Highlights & Insights¶
- Force-guided hierarchical optimization is the core innovation, treating layout as an intuitive physical equilibrium problem.
- Editing support is a crucial step toward practical utility, moving beyond "one-shot" generation.
- Grouping strategy ensures spatial consistency by generating individual functional areas using previous layers as context.
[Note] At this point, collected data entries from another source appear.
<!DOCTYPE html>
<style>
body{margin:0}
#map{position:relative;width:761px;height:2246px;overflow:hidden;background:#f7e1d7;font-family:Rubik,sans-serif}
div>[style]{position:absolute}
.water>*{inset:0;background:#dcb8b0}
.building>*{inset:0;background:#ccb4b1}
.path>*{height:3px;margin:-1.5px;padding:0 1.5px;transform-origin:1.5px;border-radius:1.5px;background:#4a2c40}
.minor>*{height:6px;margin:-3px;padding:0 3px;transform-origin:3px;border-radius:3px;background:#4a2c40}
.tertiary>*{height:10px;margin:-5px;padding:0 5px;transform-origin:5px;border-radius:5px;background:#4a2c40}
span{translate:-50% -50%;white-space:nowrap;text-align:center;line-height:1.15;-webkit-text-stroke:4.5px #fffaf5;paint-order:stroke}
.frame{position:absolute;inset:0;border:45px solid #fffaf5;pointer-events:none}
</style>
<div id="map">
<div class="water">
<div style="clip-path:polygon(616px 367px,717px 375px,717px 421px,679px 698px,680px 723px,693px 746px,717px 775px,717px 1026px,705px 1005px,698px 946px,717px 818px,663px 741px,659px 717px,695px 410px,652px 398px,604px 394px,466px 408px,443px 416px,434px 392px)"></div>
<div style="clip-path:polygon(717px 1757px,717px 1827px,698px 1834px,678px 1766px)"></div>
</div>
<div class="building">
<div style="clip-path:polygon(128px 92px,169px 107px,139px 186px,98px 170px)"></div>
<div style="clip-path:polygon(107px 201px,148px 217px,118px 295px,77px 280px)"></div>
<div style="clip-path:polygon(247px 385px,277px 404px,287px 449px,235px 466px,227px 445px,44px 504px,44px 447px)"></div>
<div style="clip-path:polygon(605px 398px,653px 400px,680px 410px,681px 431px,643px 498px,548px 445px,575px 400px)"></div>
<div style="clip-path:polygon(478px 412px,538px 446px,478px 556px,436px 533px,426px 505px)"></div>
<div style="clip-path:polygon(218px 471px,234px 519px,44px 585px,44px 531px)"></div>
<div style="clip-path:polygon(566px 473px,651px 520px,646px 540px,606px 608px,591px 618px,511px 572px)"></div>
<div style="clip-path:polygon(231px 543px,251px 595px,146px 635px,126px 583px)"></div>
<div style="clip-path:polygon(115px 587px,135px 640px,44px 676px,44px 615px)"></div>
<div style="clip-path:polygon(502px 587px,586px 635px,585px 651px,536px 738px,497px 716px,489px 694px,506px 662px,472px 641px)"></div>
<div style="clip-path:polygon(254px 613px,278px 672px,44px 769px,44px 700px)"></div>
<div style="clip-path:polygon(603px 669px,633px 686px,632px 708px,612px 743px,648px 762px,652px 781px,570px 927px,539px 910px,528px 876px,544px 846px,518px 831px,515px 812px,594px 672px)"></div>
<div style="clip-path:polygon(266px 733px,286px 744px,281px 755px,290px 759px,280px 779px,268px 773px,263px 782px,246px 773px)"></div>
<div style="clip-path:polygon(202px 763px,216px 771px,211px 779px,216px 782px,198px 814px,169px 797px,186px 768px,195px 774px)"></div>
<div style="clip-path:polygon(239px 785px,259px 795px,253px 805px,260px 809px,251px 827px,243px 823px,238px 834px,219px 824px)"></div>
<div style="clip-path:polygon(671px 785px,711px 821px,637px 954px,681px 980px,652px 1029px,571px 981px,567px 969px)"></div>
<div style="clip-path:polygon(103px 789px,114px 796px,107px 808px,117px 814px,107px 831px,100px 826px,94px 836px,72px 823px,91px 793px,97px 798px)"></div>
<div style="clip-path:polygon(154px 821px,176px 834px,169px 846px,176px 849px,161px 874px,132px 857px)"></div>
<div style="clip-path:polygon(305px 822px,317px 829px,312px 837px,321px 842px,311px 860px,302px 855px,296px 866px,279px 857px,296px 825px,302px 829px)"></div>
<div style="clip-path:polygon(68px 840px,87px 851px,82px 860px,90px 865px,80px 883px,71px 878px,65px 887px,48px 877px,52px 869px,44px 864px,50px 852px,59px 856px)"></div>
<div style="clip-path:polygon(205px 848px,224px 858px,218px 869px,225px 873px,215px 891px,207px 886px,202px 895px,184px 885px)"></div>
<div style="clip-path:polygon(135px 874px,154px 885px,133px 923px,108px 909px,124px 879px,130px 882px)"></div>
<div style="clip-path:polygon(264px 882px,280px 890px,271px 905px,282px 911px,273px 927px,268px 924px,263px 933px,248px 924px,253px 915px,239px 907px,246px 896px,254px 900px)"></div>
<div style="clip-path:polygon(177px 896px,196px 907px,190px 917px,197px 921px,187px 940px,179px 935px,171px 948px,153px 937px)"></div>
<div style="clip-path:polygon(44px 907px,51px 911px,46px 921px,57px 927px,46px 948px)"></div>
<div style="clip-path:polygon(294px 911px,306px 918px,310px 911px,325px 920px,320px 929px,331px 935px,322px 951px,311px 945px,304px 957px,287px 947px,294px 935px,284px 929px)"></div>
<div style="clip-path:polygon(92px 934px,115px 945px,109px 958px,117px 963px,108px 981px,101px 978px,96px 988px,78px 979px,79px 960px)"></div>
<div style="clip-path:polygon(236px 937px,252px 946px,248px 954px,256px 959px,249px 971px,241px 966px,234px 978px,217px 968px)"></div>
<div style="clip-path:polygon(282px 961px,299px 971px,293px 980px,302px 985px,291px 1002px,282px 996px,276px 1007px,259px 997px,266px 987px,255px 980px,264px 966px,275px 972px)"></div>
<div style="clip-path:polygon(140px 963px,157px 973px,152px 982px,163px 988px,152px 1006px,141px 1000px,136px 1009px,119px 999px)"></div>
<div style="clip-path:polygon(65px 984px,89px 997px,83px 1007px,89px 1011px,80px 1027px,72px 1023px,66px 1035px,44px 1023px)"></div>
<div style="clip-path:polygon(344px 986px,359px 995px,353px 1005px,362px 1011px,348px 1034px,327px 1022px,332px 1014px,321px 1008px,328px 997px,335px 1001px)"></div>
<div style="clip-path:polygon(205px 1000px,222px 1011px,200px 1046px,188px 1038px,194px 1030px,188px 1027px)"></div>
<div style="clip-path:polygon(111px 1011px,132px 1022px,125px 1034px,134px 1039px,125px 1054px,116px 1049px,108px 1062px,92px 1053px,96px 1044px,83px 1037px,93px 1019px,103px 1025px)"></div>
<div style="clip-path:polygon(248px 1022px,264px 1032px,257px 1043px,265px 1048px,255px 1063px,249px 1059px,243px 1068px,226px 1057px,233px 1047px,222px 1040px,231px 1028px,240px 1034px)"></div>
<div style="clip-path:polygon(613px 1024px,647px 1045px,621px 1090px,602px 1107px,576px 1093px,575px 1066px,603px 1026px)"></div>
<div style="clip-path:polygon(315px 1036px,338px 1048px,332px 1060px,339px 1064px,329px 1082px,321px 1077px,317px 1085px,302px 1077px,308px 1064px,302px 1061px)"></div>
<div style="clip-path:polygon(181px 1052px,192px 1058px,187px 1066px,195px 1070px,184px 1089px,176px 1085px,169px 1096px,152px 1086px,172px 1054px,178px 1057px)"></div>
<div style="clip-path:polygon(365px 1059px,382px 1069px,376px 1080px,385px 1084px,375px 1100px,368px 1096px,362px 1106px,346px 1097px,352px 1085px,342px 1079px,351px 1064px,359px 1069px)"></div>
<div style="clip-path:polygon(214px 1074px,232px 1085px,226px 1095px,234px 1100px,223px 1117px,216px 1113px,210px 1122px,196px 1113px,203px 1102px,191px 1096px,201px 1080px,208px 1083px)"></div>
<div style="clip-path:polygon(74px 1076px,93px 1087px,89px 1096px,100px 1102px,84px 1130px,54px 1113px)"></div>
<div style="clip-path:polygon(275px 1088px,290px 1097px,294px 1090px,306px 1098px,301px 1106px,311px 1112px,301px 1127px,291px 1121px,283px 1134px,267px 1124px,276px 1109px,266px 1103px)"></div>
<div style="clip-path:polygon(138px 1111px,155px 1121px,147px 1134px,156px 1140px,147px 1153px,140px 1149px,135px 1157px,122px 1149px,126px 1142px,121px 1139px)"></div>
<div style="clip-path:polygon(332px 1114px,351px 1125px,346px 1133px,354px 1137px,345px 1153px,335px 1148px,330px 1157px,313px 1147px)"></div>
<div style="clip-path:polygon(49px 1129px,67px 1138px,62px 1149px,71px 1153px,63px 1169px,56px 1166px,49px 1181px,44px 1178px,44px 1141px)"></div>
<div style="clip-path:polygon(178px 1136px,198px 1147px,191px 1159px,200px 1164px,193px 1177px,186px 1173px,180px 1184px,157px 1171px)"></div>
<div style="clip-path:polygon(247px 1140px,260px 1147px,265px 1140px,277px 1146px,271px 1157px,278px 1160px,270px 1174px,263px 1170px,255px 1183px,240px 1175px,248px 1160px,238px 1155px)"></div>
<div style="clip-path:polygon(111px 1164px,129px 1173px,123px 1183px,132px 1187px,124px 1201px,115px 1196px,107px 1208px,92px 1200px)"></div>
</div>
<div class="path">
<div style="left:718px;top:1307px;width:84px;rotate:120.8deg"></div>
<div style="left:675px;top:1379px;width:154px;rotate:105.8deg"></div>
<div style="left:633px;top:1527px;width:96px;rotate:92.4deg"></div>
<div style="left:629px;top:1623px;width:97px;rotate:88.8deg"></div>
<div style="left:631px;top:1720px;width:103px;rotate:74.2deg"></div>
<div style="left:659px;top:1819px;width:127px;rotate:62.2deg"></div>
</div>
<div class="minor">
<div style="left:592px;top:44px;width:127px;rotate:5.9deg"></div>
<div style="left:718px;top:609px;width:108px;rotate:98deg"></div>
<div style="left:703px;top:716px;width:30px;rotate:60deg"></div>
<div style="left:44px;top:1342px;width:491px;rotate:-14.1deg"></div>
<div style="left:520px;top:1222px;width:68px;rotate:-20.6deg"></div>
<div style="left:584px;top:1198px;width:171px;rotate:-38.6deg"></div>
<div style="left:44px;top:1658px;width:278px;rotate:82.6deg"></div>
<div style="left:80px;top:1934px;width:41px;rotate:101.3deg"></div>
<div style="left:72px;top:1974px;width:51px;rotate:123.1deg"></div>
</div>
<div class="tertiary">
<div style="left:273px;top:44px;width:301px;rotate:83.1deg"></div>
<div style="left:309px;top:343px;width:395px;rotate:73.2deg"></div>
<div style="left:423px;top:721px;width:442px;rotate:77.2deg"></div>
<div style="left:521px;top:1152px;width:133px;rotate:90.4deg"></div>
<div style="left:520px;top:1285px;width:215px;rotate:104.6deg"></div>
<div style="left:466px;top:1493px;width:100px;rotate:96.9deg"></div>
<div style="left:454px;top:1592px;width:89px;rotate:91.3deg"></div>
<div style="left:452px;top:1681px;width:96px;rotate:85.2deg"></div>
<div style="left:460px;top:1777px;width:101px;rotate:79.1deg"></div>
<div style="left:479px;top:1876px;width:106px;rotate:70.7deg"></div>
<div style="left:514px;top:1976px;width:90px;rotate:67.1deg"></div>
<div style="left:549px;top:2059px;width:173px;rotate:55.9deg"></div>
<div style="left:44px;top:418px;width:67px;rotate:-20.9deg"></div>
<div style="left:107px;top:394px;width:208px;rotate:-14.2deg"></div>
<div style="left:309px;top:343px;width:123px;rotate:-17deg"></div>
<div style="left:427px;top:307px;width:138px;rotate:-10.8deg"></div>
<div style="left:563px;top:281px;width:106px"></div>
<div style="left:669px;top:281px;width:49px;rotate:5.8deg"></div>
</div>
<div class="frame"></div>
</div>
Limitations & Future Work¶
- Object retrieval is limited by existing 3D asset libraries (3D-FUTURE, Objaverse).
- Force-guided optimization can fall into local optima; deadlock avoidance is heuristic.
- Restricted to indoor scenes; outdoor or large-scale environments are not yet validated.
- Editing operations are basic (add/delete/move) and do not yet support complex semantic changes (e.g., "make the room cozier").
Related Work & Insights¶
- vs LayoutVLM: LayoutVLM uses costly gradient optimization (322s) and requires predefined sets. Ours is 4.5x faster and supports open vocabularies.
- vs Holodeck: Holodeck uses DFS/MILP for hard constraints but ignores soft semantic constraints. Ours handles both concurrently.
Rating¶
- Novelty: ⭐⭐⭐⭐ Innovative combination of hierarchical force optimization and RAG planning.
- Experimental Thoroughness: ⭐⭐⭐⭐ 100 SceneEval scenarios, human evaluation, and editing tests.
- Writing Quality: ⭐⭐⭐ Clear module descriptions, though some details require supplementary material.
- Value: ⭐⭐⭐⭐ A unified generation and editing framework with significant speed advantages.